───── RECORDS FOR THIS TASK
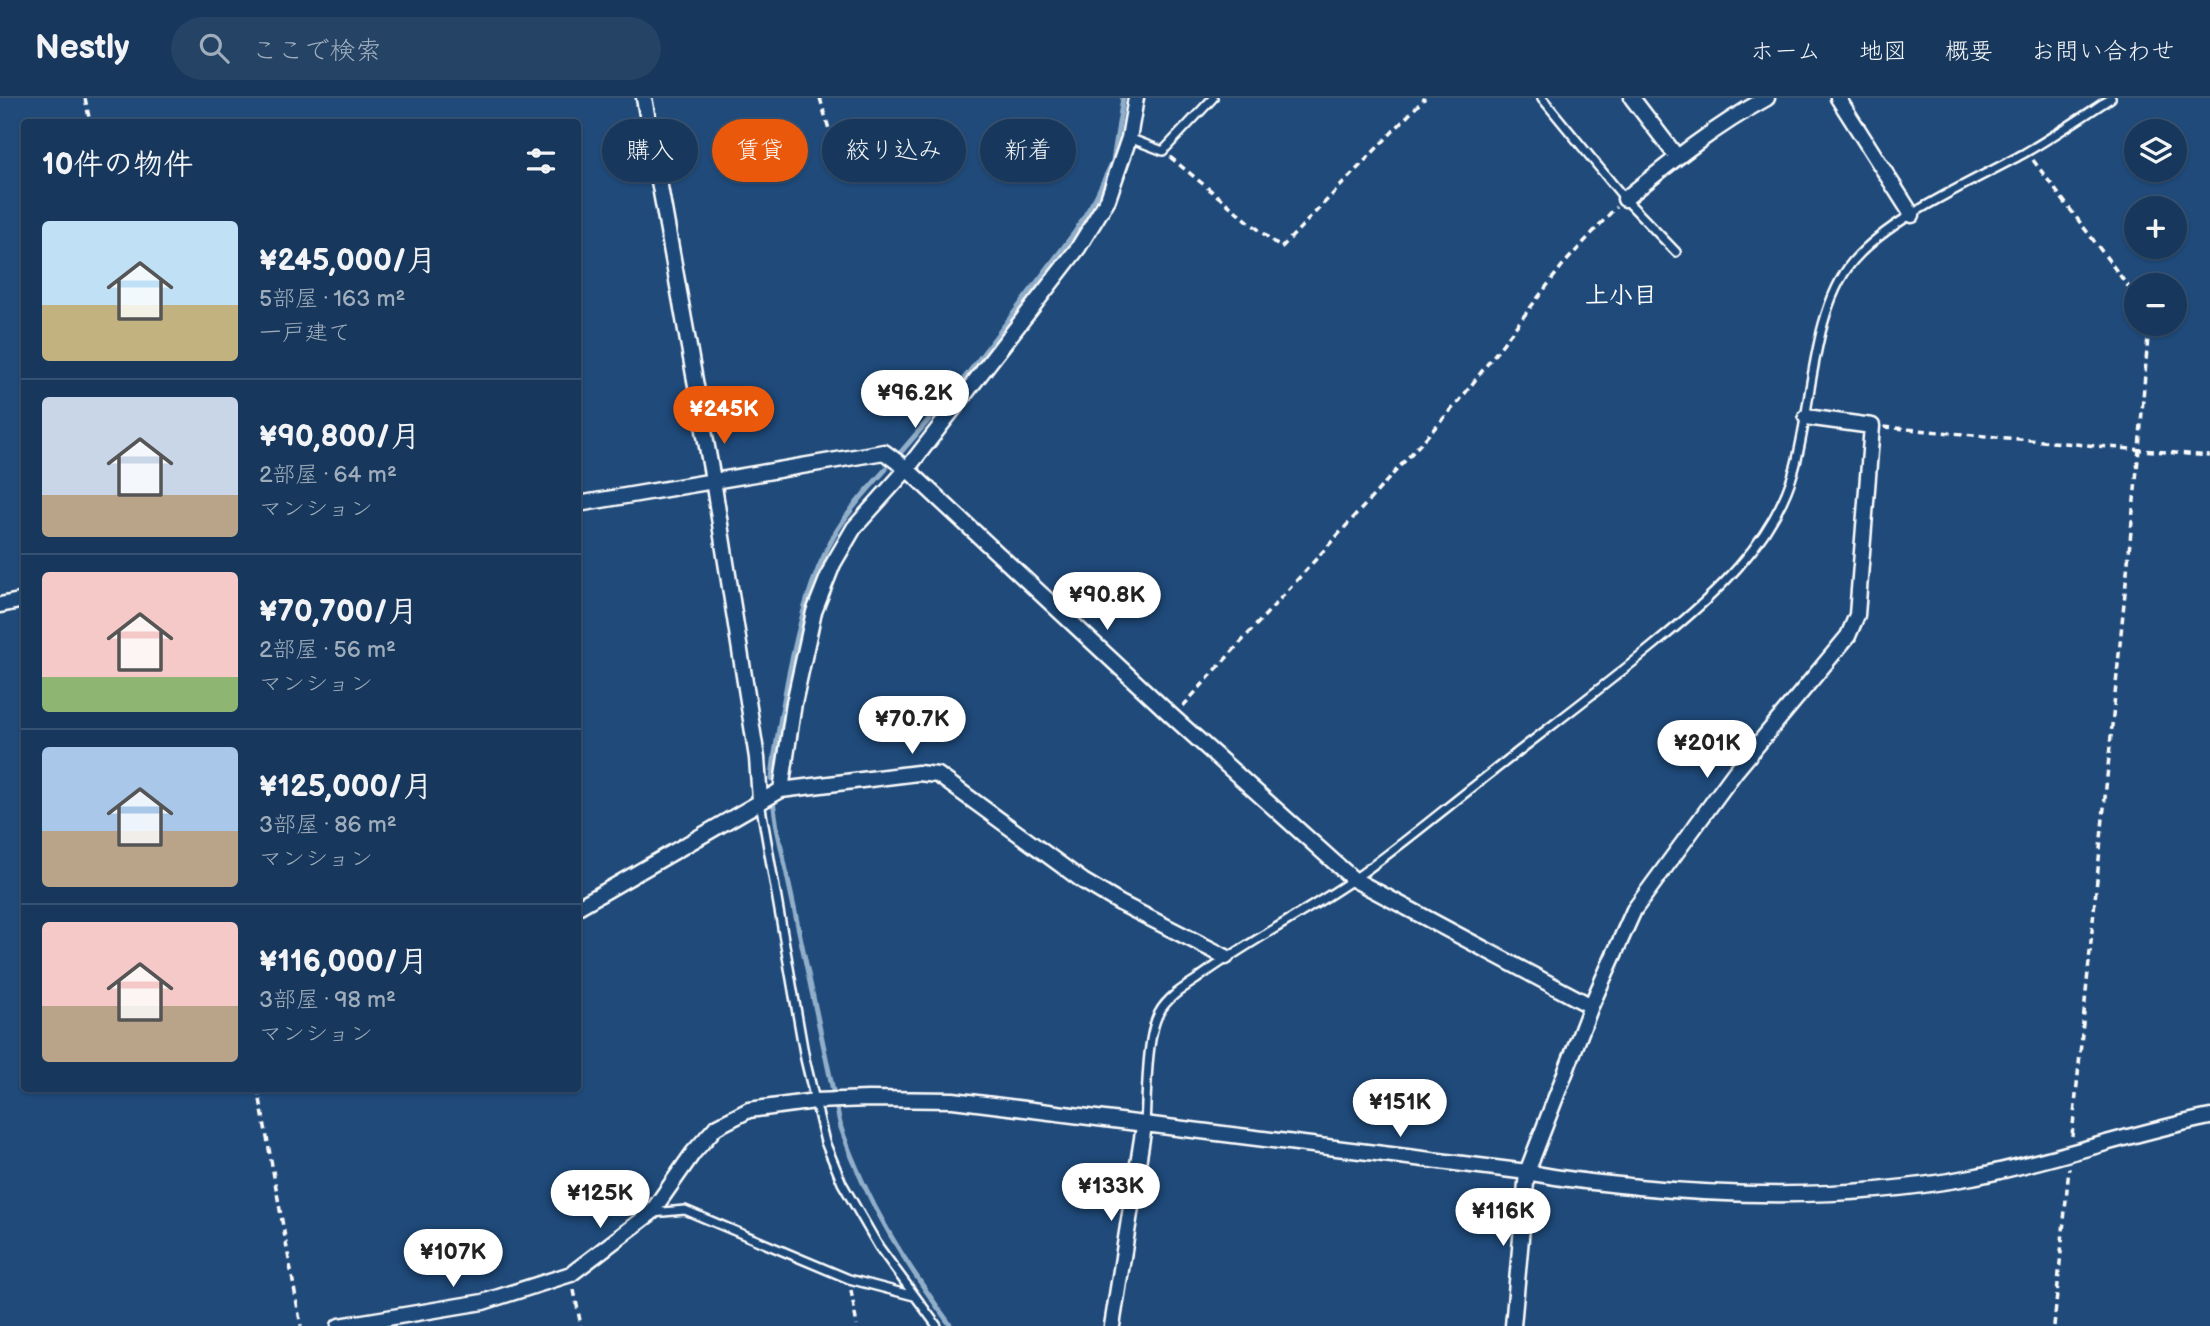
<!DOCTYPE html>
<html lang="ja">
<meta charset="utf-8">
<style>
:root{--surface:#17385c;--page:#244365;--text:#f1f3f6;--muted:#9eacbb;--line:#365272;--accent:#ea580c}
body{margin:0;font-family:"Balsamiq Sans","Klee One",sans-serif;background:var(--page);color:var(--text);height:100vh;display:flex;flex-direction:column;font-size:26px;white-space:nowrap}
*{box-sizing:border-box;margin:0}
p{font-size:23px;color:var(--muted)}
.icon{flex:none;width:38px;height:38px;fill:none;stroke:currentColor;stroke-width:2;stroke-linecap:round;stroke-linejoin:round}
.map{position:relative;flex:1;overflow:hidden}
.details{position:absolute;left:21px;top:21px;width:560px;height:973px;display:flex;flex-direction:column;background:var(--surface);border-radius:7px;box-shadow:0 2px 5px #0004,0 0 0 2px var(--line)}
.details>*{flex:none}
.hud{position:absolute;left:602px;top:21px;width:665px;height:63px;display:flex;gap:14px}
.controls{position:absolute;left:2124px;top:21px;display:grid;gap:14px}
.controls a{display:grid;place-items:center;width:63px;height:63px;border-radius:50%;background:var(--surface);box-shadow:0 2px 5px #0004,0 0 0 2px var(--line);font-size:35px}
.price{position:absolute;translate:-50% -60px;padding:0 16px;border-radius:24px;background:#fff;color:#222;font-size:23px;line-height:46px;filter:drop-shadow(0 2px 4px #0008)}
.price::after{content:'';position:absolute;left:50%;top:42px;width:21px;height:16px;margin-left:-10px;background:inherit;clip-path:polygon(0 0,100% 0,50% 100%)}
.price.on{background:var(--accent);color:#fff}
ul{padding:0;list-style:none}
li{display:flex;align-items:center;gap:21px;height:175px;padding:0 21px}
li+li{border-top:2px solid var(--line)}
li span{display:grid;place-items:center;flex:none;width:196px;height:140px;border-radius:7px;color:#555}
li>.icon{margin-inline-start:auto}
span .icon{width:84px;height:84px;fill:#fffc;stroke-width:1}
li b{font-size:30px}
h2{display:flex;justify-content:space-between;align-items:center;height:84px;padding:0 21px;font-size:30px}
.tag{padding:0 24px;border-radius:32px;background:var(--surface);box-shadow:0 2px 5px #0004,0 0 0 2px var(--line);font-size:24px;line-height:63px}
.tag.on{background:var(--accent);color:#fff}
header{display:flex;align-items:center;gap:42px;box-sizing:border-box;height:98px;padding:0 35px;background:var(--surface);border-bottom:2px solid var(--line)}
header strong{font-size:33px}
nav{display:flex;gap:38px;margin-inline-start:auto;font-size:24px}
.search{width:490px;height:63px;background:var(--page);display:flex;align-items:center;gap:18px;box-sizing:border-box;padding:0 24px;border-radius:38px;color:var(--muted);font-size:26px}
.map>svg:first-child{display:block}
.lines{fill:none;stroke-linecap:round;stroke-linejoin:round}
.stream{stroke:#92afca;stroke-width:5}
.lane-casing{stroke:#fff;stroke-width:12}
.street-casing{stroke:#fff;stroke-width:19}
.path{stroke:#fff;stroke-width:3.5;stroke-dasharray:7 5;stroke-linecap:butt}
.lane{stroke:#1f4a7a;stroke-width:7}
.street{stroke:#1f4a7a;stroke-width:14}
.labels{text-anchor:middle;stroke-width:5;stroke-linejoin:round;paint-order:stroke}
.quarter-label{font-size:24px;font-weight:bold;fill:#fff;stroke:#1f4a7a}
</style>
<header>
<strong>Nestly</strong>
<div class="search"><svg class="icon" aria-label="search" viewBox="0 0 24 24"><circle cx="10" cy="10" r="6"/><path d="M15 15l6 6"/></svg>ここで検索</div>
<nav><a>ホーム</a><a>地図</a><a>概要</a><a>お問い合わせ</a></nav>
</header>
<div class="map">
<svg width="2210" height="1228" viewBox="0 0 2210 1228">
<rect width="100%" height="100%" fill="#1f4a7a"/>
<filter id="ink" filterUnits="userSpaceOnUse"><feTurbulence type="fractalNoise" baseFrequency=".0143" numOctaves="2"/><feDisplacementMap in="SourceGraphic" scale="14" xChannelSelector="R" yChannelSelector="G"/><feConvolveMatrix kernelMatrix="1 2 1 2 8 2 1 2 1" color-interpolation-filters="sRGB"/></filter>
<g filter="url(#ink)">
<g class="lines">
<path class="stream" d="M901,354l66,-77 108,-143 21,-35 17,-36 10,-63
M772,681c3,-34 10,-67 16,-101 11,-53 21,-98 48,-146 14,-23 32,-43 50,-63
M773,703l4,27 64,300c26,76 63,133 110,198"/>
<defs>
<path id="lane" d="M1542,0l83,101 51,53
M1129,40l34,13 50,-53
M760,704l45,257 20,83 17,41 37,64 58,79
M1145,1026c2,-29 1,-87 14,-111 8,-15 24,-25 38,-34 50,-37 106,-65 157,-100 43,-30 83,-64 124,-96 58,-46 118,-90 176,-138 58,-47 121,-103 141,-178 17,-61 17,-157 58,-206 38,-44 119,-79 170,-107 30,-17 59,-37 88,-56
M652,1115l33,-3 164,69 65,17"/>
<path id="street" d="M644,0l69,382 44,278 3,42
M1632,0l45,59
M1838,0l74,117
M1625,101c47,-38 89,-72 142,-101
M578,406l306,-52 23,17 266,248 180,162 238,127
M0,507l24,-5
M781,692l13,-87 20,-91 19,-48 21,-36 53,-59 171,-221 30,-49 21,-61 7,-40
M578,809l203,-117 137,-17 20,2 145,106 37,22 106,54
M339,1228l144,-24 88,-28 80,-61 42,-60 23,-26 33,-17 66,-9 53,-2 85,1 574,72c37,8 74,11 111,15 112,11 224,11 334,-10 81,-16 158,-44 238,-60
M1112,1228l32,-200
M1513,1228l14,-154 64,-166 43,-96 101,-138 113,-136 9,-21 15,-189 -66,-9"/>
</defs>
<use href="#lane" class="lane-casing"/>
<use href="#street" class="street-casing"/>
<path class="path" d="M85,0l5,24
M820,0l21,73
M1170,59l111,91 144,-150
M2033,62l104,138
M1884,329l326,29
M1183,608l277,-306 102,-134 54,-59
M258,990l43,238
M2072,1038l67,-687 10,-125
M574,1192l7,36
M851,1192l6,36
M2054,1228l15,-158"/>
<use href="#lane" class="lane"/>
<use href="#street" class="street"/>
</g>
</g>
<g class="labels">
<g class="quarter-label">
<text x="1621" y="205">上小目</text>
</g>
</g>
</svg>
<div class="controls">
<a><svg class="icon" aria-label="layers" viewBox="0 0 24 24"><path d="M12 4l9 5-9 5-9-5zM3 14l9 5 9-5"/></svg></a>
<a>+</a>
<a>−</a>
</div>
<b class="price" style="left:915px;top:332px">¥96.2K</b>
<b class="price on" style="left:724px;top:348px">¥245K</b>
<b class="price" style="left:1107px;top:534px">¥90.8K</b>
<b class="price" style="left:912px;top:658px">¥70.7K</b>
<b class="price" style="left:1707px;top:682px">¥201K</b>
<b class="price" style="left:1400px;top:1041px">¥151K</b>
<b class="price" style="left:1111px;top:1125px">¥133K</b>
<b class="price" style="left:600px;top:1132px">¥125K</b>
<b class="price" style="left:1503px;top:1150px">¥116K</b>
<b class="price" style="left:453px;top:1191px">¥107K</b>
<div class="hud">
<a class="tag">購入</a>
<a class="tag on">賃貸</a>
<a class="tag">絞り込み</a>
<a class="tag">新着</a>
</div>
<section class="details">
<h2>10件の物件<svg class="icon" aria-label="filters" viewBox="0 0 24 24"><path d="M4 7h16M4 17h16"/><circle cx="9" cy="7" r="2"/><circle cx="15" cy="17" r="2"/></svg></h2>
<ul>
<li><span style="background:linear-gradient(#bfe0f5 60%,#c2b280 0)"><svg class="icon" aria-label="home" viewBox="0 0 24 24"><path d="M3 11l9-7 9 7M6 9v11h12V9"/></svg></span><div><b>¥245,000/月</b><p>5部屋 · 163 m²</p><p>一戸建て</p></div></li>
<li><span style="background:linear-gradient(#c9d6e8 70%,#b9a48a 0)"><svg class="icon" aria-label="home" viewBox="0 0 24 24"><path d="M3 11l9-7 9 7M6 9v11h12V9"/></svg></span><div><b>¥90,800/月</b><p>2部屋 · 64 m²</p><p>マンション</p></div></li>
<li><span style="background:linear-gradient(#f6c9c9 75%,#8fb573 0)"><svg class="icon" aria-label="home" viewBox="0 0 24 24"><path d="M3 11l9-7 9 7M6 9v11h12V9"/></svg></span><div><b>¥70,700/月</b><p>2部屋 · 56 m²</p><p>マンション</p></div></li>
<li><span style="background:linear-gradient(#a9c7e8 60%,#b9a48a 0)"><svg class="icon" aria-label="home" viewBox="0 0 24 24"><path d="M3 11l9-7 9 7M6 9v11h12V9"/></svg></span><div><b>¥125,000/月</b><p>3部屋 · 86 m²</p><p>マンション</p></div></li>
<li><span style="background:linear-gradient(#f6c9c9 60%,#b9a48a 0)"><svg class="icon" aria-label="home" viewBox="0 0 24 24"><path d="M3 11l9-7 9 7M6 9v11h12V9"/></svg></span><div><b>¥116,000/月</b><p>3部屋 · 98 m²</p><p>マンション</p></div></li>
</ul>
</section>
</div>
──────────
### WORK REQUEST
Could you copy every line from the records that mentions the word "casing"?

### RESULT FOR THIS EXERCISE
.lane-casing{stroke:#fff;stroke-width:12}
.street-casing{stroke:#fff;stroke-width:19}
<use href="#lane" class="lane-casing"/>
<use href="#street" class="street-casing"/>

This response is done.